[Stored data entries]
= = = = = = =

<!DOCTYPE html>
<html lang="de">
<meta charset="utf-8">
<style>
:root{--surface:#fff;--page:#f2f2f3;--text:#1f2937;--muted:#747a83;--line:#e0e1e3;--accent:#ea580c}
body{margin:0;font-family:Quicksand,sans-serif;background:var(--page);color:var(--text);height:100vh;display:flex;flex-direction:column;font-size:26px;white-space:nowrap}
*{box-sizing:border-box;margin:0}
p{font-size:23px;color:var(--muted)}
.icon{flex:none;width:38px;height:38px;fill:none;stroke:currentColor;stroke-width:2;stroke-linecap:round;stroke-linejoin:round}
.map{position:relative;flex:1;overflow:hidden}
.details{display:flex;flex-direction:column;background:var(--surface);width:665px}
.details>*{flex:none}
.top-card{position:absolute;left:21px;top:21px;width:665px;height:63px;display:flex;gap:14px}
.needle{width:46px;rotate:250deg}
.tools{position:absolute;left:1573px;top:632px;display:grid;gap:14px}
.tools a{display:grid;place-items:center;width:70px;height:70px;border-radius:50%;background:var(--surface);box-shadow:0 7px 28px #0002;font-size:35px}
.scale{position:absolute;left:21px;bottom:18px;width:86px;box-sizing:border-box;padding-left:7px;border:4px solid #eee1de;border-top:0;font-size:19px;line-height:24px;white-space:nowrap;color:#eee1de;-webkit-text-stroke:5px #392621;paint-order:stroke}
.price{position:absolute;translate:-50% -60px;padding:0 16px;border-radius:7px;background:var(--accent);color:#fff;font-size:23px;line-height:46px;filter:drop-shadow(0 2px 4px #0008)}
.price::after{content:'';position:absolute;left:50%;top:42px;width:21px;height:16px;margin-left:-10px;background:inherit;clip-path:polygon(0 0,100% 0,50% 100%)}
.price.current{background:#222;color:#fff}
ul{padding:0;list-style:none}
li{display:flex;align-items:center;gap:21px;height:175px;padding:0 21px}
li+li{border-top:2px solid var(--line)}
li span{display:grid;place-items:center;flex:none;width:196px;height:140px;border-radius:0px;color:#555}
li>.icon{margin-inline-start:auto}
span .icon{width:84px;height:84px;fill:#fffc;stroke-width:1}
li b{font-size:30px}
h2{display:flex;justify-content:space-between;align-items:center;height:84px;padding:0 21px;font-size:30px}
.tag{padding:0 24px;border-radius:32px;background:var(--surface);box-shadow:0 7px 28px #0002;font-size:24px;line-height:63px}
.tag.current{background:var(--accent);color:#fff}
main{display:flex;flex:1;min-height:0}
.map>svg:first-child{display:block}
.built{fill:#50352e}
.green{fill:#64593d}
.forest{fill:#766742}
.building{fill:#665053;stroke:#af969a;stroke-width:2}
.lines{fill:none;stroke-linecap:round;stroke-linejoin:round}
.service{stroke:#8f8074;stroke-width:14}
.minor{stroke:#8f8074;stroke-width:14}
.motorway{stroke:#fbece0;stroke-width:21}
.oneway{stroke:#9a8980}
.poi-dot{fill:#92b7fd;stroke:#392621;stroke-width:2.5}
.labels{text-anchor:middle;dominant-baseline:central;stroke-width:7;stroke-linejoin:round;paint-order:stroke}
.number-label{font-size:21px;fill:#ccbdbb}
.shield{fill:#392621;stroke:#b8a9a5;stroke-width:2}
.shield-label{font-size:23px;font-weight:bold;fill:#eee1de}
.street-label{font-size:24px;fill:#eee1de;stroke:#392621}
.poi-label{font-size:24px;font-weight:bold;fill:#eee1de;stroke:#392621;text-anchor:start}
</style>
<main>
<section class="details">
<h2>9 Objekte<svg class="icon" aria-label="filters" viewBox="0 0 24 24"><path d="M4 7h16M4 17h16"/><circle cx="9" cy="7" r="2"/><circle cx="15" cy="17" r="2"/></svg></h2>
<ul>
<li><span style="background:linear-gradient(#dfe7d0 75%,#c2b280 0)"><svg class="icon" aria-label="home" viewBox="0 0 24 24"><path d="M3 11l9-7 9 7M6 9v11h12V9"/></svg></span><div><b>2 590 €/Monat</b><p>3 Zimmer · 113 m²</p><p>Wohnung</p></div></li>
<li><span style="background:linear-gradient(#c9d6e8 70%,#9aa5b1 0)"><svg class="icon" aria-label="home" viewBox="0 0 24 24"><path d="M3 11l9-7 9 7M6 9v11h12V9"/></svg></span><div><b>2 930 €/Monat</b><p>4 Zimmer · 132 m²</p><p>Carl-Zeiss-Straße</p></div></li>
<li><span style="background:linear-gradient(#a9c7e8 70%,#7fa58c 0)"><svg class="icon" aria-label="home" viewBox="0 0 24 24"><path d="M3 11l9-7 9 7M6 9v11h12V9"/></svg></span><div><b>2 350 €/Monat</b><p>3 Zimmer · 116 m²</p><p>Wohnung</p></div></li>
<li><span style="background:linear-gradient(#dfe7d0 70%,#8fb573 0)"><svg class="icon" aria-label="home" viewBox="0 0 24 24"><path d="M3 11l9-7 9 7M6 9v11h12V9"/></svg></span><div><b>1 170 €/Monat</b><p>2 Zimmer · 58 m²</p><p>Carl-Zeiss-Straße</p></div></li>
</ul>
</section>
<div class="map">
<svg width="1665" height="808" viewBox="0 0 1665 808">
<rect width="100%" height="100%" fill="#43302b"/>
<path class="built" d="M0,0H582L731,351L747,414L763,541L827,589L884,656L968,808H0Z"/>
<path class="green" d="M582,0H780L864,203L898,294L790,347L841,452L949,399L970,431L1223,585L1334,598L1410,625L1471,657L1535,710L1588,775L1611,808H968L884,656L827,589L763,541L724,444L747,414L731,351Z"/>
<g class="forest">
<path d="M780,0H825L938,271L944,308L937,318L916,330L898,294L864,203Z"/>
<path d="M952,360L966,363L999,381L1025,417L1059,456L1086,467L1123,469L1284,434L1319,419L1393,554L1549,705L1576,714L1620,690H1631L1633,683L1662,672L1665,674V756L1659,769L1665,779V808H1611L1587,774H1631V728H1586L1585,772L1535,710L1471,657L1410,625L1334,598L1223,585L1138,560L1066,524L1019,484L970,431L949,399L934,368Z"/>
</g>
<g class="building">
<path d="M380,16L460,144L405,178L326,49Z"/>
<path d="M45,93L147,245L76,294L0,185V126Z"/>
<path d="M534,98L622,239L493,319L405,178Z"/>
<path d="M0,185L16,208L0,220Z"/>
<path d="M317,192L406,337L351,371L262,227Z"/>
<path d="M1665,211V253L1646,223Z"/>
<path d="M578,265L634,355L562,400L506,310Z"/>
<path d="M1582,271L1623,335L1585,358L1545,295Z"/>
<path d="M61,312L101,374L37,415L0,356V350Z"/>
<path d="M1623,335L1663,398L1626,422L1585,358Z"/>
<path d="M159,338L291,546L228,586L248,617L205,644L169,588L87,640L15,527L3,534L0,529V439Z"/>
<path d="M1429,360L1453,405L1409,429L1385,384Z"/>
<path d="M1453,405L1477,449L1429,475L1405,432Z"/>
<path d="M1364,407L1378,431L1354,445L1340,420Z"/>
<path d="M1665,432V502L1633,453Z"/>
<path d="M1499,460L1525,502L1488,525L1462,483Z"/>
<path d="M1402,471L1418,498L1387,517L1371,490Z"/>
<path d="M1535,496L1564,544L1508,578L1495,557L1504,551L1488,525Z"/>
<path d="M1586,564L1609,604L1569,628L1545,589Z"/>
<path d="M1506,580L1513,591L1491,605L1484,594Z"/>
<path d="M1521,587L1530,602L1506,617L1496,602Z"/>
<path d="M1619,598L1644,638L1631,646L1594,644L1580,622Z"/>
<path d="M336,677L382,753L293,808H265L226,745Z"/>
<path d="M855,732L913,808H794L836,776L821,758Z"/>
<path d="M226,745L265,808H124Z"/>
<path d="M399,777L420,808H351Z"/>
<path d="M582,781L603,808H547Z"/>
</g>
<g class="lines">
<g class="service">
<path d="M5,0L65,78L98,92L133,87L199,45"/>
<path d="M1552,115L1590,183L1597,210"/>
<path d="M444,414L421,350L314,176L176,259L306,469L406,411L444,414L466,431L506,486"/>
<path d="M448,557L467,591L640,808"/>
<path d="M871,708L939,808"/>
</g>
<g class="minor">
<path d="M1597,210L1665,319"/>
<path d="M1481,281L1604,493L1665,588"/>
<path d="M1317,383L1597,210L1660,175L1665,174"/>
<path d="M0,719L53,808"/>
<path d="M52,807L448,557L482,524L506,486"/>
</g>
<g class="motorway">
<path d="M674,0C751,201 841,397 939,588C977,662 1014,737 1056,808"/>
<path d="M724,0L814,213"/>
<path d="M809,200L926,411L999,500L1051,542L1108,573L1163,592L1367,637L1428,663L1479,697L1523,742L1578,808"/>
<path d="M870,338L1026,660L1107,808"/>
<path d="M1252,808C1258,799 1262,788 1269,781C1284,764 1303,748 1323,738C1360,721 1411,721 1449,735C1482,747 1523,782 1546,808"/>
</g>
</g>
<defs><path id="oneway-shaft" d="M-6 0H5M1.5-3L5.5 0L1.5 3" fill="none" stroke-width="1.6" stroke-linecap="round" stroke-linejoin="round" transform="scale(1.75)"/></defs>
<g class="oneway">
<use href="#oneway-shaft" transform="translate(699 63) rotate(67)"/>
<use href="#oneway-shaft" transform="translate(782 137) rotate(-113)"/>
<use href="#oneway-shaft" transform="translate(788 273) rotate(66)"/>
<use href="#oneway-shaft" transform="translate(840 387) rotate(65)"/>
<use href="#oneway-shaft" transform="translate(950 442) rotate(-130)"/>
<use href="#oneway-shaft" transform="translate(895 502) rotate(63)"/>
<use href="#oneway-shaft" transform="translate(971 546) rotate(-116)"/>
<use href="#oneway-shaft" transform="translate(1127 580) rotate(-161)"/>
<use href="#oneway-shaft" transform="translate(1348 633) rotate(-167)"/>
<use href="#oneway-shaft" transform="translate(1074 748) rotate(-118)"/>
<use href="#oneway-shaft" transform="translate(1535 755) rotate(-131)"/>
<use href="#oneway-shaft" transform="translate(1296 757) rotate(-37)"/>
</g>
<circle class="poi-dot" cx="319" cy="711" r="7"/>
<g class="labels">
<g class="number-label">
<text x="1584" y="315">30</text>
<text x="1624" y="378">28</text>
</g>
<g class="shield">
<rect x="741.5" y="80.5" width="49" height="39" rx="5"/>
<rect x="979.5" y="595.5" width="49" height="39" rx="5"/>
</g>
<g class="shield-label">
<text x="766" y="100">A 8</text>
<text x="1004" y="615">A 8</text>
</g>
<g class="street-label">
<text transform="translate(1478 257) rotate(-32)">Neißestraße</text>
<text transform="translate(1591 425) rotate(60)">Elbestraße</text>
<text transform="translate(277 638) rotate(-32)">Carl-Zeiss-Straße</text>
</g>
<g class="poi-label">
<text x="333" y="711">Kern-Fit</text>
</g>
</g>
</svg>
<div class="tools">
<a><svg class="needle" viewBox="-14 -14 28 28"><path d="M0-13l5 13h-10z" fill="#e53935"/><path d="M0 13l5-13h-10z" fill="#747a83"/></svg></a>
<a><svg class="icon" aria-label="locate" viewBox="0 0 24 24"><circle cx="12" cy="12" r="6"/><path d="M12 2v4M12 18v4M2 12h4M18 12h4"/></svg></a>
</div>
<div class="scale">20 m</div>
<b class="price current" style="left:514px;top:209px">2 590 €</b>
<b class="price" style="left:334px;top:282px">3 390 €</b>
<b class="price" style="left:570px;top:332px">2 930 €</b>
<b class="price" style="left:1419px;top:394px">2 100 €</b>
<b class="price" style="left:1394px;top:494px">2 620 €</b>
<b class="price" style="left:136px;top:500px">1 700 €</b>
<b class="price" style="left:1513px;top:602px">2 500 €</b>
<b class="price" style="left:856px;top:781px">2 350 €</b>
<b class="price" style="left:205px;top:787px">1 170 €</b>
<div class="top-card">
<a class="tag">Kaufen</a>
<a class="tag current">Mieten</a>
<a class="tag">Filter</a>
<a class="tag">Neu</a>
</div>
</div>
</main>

= = = = = = =

Required work
Scan the records above for the string "margin", and copy every line where it turns up.

Answer to the exercise
body{margin:0;font-family:Quicksand,sans-serif;background:var(--page);color:var(--text);height:100vh;display:flex;flex-direction:column;font-size:26px;white-space:nowrap}
*{box-sizing:border-box;margin:0}
.price::after{content:'';position:absolute;left:50%;top:42px;width:21px;height:16px;margin-left:-10px;background:inherit;clip-path:polygon(0 0,100% 0,50% 100%)}
li>.icon{margin-inline-start:auto}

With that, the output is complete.